Sunday, April 30, 2017

Week 5

Josh Omoletski
Section 3

This week’s readings most certainly take on a more ominous tone than previous weeks (or at least they do in my eyes). Hamamoto's “Empire of Death” focuses on the effects that the wartime society of the US had on Asian Americans. Throughout the entire piece, it was made apparent that there was a morbid pattern between the war in Vietnam and a rise in the serial killing of Asian Americans, almost all of them being young women. I think that what really speaks volumes about this society is not that the killings happened nor the reasons the killers had concocted to justify their actions. I think it’s how the government, the media, and the public reacted to these killings of Asian Americans. The media made an attempt to downplay and even sympathize with the killers. They tried using PTSD as an excuse in an attempt to get people to sympathize and not condemn the killers. I think that this was due to the complete racial bias that was predominant then and is still predominant now. The killers were white and the victims were not (in most cases). If you were to bring this fact up to an unknowing individual, they would probably make the assumption the victims were African American since racial bias against that ethnic group is very well-known on the historical level. However, the victims are Asian American, a hugely overarching label for an ethnic group that is not so. These young female victims were targeted as objects of sexual pleasure and fulfillment of fetishized fantasies. The whole concept of the “exotic Oriental” woman is what entrapped these men, leading to the mental state that many people know from pop culture as “yellow fever.” This compiled with the wartime society lead to killers that violently fulfilled their sexual fantasies involving Asian American women or just Asian women. Will something like this happen again? It probably won’t. Today’s generation is hell-bent on being 100% politically correct and being all-inclusive of everyone. Something so blatantly targeting “one” ethnic group (if Asian American can be considered as a single ethnicity) would be called out immediately, or so you would think.

Question: Why do you think killings like these happened during the Vietnam War and did not happen again during the Gulf War or the war in Afghanistan?

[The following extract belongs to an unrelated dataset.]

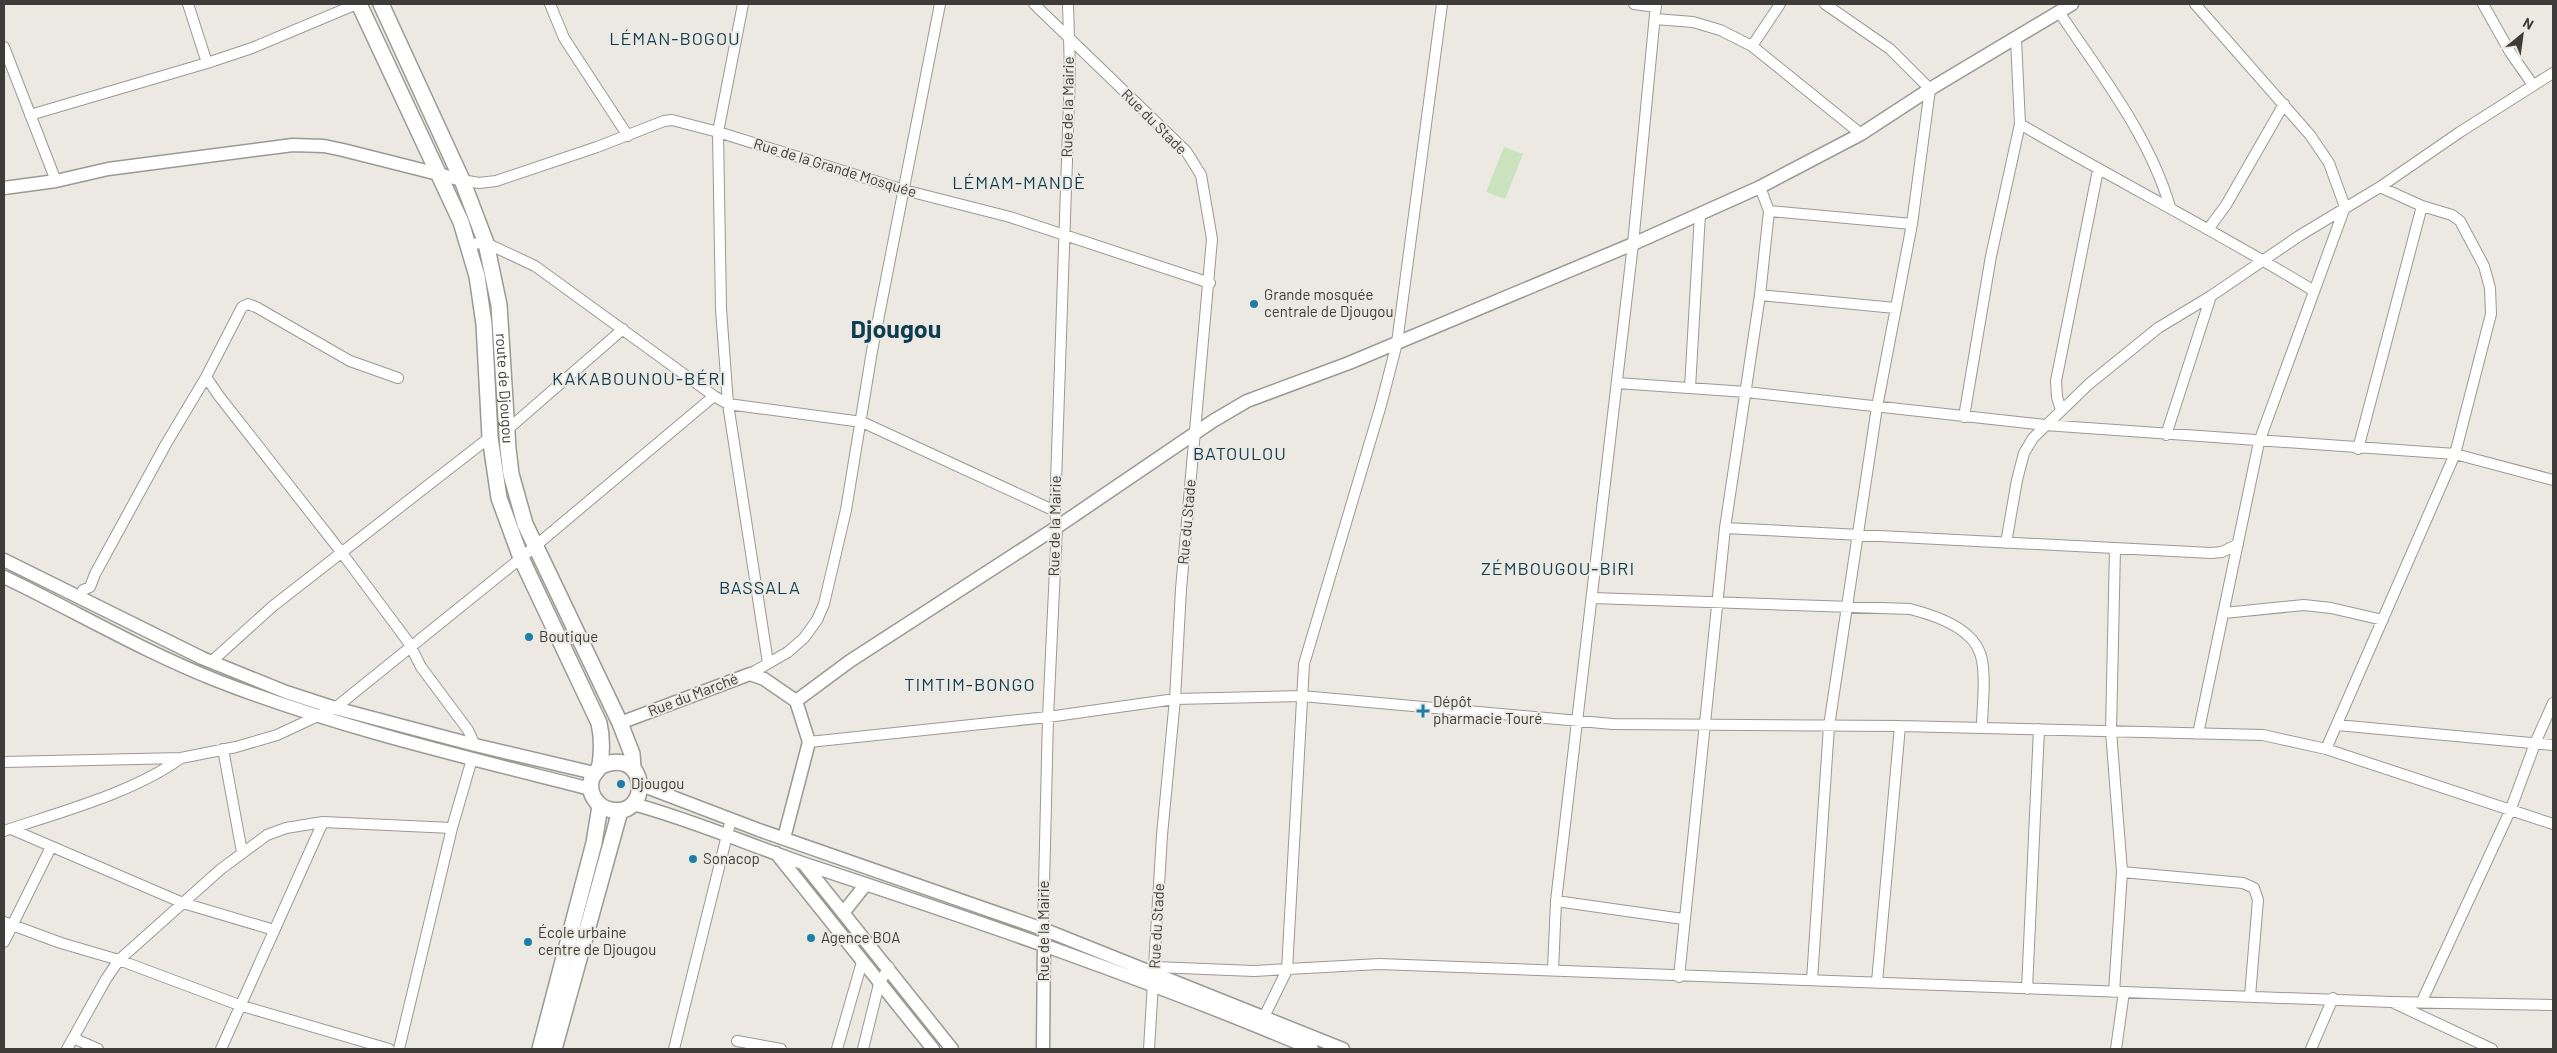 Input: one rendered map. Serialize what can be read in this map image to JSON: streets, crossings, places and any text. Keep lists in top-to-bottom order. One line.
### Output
{"streets":{"highway":["route de Djougou"],"main road":["Rue de la Mairie","Rue du Marché"],"street":["Rue du Stade","Rue de la Grande Mosquée"]},"crossings":[["Rue de la Mairie","Rue du Stade"],["Rue de la Mairie","Rue de la Grande Mosquée"],["Rue du Stade","Rue de la Grande Mosquée"],["Rue de la Grande Mosquée","route de Djougou"],["route de Djougou","Rue du Marché"]],"districts":["LÉMAN-BOGOU","LÉMAM-MANDÈ","Djougou","KAKABOUNOU-BÉRI","BATOULOU","ZÉMBOUGOU-BIRI","BASSALA","TIMTIM-BONGO"],"places":{"other":["Grande mosquée centrale de Djougou","Boutique","Djougou","Sonacop","Agence BOA","École urbaine centre de Djougou"],"health":["Dépôt pharmacie Touré"]},"north":"top right"}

This is a graph showing annual murder rates across the US. This shows the correlation between homicides and a wartime society.

References:
Cramer, C. (2012, May 17). Madness, Deinstitutionalization & Murder. Retrieved from http://www.fed-soc.org/publications/detail/madness-deinstitutionalization-murder

Hamamoto, Darrell Y. (2003) Masters of War: Militarism and Blowback in the Era of the American Empire. New York, New York: Routledge.